Officials from Britain, France, Germany and Italy -- the EU members of the G8 -- will meet in Paris this week to lay the groundwork, he said.
On Tuesday, the president is to meet at the Elysee presidential palace with banking and insurance company chiefs to review the health of French banks, households and businesses.
The announcements came as the Franco-Belgian bank Dexia announced an emergency board meeting after its stock fell sharply.
On Sunday, the Benelux countries stepped in to partially nationalise the banking and insurance giant Fortis, increasing fears the crisis that closed several US and British banks was spreading across Europe.
Sarkozy warned in a major address earlier in September that France would be affected by the US banking crisis.
A further sign of economic trouble came with the release Monday of jobless figures showing that 41,300 French people became unemployed in August, the biggest monthly spike since 1993, bringing the figure to 1,949,600.
The government called a crisis meeting of employment officials late Monday to discuss the figures, which increased concern over the financial crisis.
Critics accused the government of lying, saying that for months it overstated progress in economic reforms when unemployment was rising even before the financial crisis began.
French ministers also expressed confidence following the 15 September collapse of US investment giant Lehman brothers, which started the financial meltdown, saying French banks were stable.
After 15 September Sarkozy insisted the government would "guarantee the security" of the French banking system and warned he would "not accept that a single customer loses a single euro" to collapsing banks.
The right-wing president won election in May 2007 on a promise to strengthen the economy and lower unemployment -- long the nation's top concern -- to five percent.
Former Socialist prime minister Lionel Jospin said that Sarkozy and his government were "trying to shift responsibility for the failure of their economic policy on the financial crisis".

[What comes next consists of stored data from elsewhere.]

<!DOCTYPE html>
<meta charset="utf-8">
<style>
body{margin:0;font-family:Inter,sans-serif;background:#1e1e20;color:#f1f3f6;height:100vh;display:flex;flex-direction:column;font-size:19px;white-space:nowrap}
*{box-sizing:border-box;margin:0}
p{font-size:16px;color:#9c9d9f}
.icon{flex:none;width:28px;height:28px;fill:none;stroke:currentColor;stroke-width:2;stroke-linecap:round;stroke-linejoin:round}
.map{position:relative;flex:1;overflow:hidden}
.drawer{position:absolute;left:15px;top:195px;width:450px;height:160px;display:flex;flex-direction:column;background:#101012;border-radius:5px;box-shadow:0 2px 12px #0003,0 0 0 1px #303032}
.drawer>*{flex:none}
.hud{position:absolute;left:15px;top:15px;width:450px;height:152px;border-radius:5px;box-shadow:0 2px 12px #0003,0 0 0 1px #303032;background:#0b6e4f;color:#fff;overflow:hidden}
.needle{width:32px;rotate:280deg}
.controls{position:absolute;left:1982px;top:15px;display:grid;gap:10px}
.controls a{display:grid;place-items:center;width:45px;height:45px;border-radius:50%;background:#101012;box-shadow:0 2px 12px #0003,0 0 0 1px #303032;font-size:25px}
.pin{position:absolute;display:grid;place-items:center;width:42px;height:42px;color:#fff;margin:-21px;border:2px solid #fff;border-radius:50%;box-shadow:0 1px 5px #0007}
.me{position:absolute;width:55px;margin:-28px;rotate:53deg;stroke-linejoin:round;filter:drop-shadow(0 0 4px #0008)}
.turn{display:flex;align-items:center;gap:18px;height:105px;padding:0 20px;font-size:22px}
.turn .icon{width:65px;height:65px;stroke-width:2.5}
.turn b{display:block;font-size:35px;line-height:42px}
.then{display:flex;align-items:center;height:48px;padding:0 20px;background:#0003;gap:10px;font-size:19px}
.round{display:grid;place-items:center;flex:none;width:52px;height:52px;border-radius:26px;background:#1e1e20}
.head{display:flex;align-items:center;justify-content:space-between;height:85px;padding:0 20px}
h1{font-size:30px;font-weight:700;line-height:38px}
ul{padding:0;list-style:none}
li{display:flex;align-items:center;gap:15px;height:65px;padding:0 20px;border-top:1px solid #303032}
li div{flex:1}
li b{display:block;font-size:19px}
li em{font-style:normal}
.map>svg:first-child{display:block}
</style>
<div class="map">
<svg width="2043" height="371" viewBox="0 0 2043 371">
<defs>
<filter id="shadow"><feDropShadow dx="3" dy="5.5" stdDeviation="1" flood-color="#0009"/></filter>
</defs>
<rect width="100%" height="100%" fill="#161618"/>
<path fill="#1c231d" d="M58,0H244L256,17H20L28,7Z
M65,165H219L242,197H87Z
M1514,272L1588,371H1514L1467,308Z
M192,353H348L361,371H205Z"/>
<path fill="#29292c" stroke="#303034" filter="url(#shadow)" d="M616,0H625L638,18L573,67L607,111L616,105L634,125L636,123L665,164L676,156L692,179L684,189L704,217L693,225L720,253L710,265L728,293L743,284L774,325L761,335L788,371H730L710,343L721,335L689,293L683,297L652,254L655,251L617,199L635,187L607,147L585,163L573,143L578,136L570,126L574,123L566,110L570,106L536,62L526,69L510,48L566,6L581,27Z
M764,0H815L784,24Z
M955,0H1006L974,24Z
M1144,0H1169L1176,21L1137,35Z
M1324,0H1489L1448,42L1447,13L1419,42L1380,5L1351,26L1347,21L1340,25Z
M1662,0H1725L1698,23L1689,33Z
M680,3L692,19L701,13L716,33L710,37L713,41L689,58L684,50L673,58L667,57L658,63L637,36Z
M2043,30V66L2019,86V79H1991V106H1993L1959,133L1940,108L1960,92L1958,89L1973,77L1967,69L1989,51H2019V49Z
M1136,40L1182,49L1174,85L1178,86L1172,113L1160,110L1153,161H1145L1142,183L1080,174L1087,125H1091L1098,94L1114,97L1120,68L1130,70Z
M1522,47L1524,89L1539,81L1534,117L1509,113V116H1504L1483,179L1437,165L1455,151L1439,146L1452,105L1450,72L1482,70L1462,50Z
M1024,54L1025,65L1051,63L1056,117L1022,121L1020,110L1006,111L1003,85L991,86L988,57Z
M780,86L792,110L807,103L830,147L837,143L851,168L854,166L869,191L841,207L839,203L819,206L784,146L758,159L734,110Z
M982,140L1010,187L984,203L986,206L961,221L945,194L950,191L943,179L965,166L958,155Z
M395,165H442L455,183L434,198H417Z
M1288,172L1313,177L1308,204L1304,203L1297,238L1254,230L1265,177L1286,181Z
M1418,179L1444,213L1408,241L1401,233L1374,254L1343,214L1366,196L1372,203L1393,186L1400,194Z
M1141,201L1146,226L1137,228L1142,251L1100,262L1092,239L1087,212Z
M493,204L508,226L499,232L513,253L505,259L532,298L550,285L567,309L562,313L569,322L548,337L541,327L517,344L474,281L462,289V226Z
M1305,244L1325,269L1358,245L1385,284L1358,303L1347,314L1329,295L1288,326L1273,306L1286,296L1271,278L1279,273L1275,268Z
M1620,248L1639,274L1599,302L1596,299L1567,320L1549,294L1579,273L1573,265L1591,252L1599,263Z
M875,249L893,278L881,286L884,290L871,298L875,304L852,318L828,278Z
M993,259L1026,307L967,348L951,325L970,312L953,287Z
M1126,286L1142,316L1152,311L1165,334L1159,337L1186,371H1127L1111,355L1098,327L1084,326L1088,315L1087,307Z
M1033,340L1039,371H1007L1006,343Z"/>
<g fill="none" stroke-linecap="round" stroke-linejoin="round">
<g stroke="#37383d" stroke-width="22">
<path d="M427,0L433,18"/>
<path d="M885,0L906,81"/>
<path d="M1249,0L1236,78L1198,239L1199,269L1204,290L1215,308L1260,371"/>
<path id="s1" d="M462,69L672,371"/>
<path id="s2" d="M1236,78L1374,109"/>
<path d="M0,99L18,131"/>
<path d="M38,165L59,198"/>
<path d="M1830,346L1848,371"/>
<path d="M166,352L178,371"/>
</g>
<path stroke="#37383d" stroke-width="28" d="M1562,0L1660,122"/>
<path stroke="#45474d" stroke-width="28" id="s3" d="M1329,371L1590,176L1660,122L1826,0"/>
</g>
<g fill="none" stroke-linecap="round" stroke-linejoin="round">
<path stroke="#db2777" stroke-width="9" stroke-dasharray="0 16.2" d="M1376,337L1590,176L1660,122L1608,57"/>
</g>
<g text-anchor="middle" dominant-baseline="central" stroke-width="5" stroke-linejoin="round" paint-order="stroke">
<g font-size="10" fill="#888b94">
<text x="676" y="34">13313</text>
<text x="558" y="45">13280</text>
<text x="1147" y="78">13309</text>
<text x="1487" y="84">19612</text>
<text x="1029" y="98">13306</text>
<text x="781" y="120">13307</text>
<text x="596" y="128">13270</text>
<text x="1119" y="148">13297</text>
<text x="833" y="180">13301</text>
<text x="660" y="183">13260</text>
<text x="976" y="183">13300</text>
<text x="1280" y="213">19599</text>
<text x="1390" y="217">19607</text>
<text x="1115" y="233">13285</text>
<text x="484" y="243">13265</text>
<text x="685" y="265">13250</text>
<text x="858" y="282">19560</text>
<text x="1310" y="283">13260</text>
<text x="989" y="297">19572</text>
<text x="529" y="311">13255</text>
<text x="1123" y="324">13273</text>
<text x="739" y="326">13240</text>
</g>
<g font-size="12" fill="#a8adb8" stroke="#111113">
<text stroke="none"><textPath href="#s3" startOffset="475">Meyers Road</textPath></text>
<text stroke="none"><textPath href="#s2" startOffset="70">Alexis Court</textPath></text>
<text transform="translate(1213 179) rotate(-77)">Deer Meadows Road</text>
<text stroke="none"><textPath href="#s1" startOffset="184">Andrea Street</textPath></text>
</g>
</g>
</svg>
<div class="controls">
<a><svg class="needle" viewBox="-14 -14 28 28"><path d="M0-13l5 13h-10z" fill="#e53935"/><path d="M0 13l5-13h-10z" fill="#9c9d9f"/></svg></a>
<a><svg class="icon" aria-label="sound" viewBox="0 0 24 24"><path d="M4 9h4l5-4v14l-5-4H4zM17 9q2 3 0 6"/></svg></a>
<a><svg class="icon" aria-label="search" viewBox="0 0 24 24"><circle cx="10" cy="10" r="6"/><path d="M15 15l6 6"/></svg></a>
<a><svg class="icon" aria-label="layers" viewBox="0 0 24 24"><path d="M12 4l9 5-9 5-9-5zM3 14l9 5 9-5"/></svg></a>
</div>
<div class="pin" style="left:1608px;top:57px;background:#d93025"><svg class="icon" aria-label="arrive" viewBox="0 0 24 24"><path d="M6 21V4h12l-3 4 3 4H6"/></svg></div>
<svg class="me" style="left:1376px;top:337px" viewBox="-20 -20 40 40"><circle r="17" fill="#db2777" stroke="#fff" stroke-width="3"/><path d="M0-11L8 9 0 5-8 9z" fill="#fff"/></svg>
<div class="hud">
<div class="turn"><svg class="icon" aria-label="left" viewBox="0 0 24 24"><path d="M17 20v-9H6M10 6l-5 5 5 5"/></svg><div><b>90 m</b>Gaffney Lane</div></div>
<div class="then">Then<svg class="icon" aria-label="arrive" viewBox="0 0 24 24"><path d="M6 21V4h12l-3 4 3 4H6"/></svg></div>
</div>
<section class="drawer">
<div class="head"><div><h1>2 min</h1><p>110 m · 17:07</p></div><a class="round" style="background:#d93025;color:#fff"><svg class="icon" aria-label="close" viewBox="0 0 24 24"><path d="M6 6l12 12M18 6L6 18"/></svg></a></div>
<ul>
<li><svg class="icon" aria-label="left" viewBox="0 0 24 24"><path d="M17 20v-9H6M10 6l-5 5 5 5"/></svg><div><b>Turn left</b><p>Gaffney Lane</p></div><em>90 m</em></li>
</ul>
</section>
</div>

The government revealed a budget on Friday that canceled a pledge to reduce the deficit by 2012.
"We are in a quasi-recession", said presidential adviser Henri Guaino.
France is entering a "difficult period" and the government will "do everything that is necessary" to prevent the economy from falling, Guaino said.
Economy Minister Christine Lagarde said she expected 2009 to end with a jobless rate of 7.1 percent, down from 7.2 percent in the second quarter of 2008.
That figure was the lowest rate in 25 years, topping a steady decline in the unemployment rate that allowed the problem to lose importance over the past year.
Opinion polls show purchasing power replaced unemployment as the number one concern of the average French voter.